Wednesday, September 3, 2008

LDAP Filters - Mail Enabled Objects

Recently I had to come up with an LDAP filter to grab all mail enabled objects for a customer preparing to utilize the Schemus tool provided by our partner Messagelabs (Azaleos's ProtectXchange offering).

A lot of people, even sharp technicians, I've noticed tend to avoid LDAP queries like the plague.  I think the reason is the lack of basic understanding.

Simple things like understanding the operators (such as & being AND, | being OR, ! being NOT, etc) can help immensely.  

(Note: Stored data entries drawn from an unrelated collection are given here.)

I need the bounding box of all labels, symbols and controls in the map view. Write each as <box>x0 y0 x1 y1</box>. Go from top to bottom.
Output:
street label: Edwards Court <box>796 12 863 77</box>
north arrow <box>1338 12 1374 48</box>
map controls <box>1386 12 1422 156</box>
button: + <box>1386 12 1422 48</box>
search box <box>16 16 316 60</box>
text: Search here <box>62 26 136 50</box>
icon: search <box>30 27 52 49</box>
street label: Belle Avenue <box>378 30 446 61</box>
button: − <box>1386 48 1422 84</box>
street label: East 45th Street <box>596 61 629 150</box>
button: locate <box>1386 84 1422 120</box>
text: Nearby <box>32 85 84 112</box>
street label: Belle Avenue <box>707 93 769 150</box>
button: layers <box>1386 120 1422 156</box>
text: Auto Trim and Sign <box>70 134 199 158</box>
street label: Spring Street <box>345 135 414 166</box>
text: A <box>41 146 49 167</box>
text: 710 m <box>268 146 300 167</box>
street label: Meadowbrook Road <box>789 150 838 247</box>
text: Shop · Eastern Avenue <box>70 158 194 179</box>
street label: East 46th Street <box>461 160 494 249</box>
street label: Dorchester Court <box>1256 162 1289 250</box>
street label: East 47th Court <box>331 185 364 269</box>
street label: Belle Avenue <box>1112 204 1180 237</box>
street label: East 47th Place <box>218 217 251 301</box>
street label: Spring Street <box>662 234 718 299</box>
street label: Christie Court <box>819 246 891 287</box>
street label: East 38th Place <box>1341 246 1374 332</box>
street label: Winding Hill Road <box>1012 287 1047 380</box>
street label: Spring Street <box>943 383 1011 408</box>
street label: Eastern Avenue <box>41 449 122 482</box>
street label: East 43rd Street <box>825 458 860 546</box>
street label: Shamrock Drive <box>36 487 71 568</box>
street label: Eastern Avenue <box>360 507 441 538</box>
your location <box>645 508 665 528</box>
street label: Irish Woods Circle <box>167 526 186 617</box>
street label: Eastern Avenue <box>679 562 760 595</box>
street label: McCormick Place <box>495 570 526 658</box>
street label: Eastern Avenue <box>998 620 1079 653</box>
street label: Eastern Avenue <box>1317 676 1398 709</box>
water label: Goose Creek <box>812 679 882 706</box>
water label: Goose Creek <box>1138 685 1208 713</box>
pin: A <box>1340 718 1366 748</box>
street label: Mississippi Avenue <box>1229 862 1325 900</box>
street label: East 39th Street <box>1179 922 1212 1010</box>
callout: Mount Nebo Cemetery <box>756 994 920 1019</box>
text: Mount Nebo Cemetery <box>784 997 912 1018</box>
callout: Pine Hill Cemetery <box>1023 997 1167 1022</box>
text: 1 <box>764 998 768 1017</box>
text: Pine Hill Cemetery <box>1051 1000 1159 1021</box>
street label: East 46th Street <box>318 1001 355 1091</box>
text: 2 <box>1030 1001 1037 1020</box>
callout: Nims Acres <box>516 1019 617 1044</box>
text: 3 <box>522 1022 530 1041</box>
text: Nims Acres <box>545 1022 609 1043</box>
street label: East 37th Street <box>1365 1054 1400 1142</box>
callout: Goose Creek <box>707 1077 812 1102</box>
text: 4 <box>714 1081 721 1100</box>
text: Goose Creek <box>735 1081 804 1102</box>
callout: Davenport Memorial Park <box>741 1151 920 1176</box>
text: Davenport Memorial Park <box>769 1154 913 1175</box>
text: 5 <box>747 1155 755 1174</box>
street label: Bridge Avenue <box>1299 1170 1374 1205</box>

My final product for the filter is:

(|(&(mailnickname=*)(objectCategory=person)(objectClass=user))(&(mailni ckname=*)(objectCategory=group)))

A great quick site to glance at for a general overview is here.


2 comments:

Barry Patterson said...

Good stuff. I had issues with this also.
But your query does not account for Contacts and Public Folders. This should work if those need to be included:
(&(&(proxyaddresses=*)(|(objectclass=user)(objectclass=publicFolder)(objectclass=group)(objectclass=Contact))))

Joshua Raymond said...

Very good point Barlo. The task I was building this off of was for smarthost/spam purposes and those fields were not required. I definitely should have mentioned that up front though!